== About this task ==
Omit all pictures. Reproduce exactly the lines from the first line of the records below through the line with "background:#f2f2f2; color:#222; direction:rtl;".

_ _ _ _ _ _ _

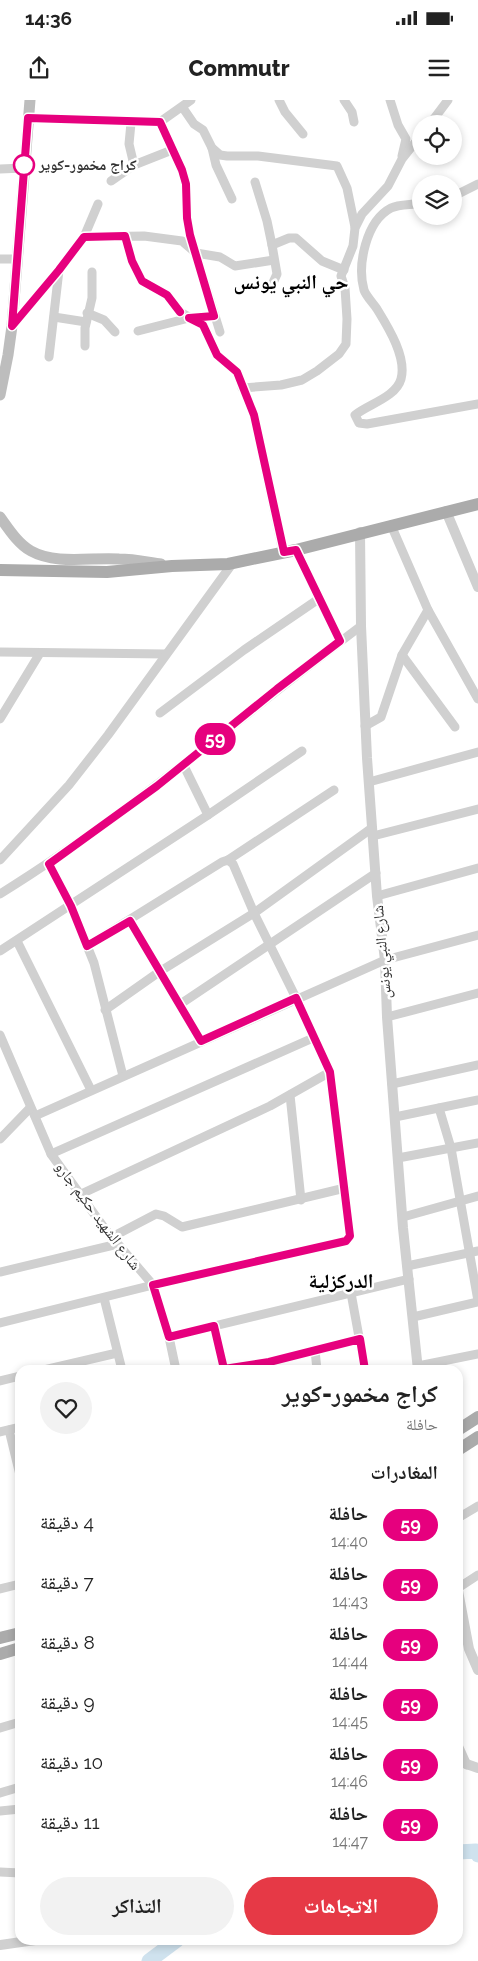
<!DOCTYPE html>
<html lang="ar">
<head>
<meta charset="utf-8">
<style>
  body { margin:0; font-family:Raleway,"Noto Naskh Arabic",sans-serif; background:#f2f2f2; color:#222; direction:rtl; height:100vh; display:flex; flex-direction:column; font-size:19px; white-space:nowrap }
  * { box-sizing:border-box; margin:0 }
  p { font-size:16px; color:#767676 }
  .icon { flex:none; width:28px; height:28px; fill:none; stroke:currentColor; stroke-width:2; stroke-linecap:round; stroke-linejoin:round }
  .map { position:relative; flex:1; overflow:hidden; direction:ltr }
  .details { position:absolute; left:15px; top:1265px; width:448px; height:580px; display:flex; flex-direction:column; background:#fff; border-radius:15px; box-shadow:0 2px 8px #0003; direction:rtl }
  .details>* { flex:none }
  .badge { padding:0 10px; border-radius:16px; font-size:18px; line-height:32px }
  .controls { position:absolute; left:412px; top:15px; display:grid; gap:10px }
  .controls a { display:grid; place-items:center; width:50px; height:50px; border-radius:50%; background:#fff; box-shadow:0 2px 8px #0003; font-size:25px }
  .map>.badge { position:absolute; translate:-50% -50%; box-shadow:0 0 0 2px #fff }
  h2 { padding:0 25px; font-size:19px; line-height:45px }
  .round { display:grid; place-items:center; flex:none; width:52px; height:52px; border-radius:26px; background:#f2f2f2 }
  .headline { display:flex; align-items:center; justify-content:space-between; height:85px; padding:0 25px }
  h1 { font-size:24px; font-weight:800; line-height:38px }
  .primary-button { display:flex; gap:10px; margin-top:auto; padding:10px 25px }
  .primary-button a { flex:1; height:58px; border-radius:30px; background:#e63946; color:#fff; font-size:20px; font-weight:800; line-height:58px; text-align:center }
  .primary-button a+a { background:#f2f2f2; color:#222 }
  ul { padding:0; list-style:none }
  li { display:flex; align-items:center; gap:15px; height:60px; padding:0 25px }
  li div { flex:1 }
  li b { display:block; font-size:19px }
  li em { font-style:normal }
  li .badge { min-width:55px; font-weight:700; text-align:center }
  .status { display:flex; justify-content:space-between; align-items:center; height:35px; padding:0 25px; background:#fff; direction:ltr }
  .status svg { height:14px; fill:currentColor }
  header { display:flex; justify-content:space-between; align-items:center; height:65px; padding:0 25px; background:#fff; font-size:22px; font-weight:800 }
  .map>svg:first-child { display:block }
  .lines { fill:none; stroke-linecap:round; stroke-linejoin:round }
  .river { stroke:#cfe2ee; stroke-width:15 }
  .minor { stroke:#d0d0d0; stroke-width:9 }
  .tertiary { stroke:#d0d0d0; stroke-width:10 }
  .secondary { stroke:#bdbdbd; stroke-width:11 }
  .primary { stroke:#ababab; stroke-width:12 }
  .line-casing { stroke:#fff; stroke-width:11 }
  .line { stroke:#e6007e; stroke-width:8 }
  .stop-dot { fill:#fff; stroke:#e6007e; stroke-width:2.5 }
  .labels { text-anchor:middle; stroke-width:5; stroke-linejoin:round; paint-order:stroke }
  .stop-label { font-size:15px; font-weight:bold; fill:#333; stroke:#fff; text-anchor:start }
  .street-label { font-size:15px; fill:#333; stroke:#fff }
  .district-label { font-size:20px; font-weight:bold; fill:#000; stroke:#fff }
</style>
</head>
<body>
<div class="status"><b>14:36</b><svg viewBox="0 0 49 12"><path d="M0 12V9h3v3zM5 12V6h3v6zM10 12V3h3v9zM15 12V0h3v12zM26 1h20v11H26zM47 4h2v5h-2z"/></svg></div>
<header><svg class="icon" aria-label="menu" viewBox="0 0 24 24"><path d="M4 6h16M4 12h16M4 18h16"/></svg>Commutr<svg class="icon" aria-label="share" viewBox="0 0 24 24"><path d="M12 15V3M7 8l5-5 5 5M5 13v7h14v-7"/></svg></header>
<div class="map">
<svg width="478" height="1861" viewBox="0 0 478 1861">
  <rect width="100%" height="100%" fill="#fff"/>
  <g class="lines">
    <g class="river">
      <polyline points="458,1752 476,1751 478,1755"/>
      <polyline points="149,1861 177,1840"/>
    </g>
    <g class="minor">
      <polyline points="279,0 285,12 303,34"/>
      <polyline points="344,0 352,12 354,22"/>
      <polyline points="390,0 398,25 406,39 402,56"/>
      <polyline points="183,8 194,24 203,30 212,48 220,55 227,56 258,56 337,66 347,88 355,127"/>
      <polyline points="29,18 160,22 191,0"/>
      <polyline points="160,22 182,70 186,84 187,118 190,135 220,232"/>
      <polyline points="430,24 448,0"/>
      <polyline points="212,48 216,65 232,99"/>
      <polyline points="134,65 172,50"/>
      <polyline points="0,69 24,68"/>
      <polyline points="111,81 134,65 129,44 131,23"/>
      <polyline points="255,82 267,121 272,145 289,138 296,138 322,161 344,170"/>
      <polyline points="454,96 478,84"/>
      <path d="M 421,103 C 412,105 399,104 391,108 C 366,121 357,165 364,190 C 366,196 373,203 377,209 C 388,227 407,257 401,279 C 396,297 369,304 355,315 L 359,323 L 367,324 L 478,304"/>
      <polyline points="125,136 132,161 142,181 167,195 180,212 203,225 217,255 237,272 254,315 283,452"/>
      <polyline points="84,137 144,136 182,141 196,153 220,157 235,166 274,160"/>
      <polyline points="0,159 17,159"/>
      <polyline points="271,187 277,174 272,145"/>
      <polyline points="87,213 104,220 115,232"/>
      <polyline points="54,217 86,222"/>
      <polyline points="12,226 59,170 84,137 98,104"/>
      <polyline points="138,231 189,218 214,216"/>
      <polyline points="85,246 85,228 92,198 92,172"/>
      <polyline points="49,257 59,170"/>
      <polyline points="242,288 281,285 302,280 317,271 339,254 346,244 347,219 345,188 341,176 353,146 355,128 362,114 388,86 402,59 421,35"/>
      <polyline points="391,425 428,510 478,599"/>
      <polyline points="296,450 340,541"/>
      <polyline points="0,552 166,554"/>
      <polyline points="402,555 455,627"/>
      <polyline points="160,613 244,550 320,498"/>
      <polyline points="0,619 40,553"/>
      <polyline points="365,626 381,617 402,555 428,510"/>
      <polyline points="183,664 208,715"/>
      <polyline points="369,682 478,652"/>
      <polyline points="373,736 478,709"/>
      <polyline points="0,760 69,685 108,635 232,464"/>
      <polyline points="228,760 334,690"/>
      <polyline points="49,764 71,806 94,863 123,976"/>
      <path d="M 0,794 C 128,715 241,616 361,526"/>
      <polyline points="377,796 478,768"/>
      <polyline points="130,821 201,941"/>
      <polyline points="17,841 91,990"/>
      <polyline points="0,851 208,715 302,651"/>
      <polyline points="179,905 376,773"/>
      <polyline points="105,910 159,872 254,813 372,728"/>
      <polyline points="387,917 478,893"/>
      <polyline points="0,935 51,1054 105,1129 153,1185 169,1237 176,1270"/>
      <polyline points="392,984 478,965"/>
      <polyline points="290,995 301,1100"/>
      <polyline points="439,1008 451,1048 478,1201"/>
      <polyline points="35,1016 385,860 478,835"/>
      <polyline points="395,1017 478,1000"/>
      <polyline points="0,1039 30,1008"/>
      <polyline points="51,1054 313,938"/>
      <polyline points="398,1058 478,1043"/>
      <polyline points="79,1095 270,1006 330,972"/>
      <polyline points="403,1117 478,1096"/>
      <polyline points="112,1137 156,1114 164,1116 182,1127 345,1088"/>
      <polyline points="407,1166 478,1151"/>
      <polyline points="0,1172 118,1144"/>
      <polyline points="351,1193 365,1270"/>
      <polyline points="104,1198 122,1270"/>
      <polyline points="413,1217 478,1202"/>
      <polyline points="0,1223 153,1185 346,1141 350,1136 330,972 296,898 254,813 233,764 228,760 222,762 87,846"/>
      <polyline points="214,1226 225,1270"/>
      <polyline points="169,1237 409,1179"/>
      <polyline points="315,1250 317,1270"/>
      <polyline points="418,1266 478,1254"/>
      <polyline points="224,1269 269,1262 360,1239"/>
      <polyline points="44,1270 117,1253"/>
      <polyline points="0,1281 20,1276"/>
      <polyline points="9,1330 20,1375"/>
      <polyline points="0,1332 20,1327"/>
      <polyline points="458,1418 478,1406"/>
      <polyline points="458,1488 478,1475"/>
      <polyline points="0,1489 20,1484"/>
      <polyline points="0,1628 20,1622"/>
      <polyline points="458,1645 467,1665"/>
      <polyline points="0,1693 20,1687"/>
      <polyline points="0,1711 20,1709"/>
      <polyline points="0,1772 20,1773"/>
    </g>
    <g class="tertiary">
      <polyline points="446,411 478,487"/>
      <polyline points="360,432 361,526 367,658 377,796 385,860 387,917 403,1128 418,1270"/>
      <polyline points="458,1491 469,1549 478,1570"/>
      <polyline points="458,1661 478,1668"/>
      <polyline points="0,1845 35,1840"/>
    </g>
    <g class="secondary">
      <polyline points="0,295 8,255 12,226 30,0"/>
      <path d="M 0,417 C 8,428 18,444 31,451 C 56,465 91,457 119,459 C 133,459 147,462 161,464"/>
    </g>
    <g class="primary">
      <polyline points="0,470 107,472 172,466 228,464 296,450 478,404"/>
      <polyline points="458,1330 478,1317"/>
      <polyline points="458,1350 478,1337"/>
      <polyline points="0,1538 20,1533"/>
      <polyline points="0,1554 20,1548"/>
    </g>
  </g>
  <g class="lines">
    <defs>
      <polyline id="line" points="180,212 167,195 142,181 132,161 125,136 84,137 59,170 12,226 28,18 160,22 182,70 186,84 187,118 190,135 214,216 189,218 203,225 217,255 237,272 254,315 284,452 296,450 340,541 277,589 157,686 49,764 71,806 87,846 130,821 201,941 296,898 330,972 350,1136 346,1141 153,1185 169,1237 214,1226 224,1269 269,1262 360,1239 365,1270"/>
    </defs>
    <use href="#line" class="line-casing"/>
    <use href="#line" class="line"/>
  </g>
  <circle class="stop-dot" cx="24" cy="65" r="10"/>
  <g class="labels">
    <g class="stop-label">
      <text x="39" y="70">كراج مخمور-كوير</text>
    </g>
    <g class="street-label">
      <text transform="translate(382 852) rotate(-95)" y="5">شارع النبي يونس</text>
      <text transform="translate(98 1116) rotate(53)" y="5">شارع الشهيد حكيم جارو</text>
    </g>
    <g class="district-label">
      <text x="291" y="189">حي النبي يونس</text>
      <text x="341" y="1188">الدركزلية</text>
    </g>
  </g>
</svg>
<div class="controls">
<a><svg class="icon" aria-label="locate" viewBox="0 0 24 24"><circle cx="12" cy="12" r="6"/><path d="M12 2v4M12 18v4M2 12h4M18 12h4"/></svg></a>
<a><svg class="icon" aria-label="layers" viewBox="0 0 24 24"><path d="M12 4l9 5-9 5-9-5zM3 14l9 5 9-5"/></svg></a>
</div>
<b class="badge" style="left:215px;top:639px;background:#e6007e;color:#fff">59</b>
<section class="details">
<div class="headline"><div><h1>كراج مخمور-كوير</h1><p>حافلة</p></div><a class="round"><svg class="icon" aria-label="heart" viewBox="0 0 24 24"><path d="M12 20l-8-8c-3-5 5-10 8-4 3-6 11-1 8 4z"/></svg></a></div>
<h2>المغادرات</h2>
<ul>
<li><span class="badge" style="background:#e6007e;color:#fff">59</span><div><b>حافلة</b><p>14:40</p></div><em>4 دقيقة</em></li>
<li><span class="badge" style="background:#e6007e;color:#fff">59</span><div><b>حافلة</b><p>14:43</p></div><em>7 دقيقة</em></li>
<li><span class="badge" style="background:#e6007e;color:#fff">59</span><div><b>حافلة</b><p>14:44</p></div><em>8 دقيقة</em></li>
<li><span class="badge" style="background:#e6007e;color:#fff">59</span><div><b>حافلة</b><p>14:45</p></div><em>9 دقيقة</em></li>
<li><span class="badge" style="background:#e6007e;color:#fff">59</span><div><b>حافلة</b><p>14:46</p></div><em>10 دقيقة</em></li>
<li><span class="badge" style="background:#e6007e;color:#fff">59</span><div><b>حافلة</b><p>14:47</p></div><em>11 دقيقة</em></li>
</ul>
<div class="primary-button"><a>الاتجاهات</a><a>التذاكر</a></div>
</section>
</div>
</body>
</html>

_ _ _ _ _ _ _

== Answer ==
<!DOCTYPE html>
<html lang="ar">
<head>
<meta charset="utf-8">
<style>
  body { margin:0; font-family:Raleway,"Noto Naskh Arabic",sans-serif; background:#f2f2f2; color:#222; direction:rtl; height:100vh; display:flex; flex-direction:column; font-size:19px; white-space:nowrap }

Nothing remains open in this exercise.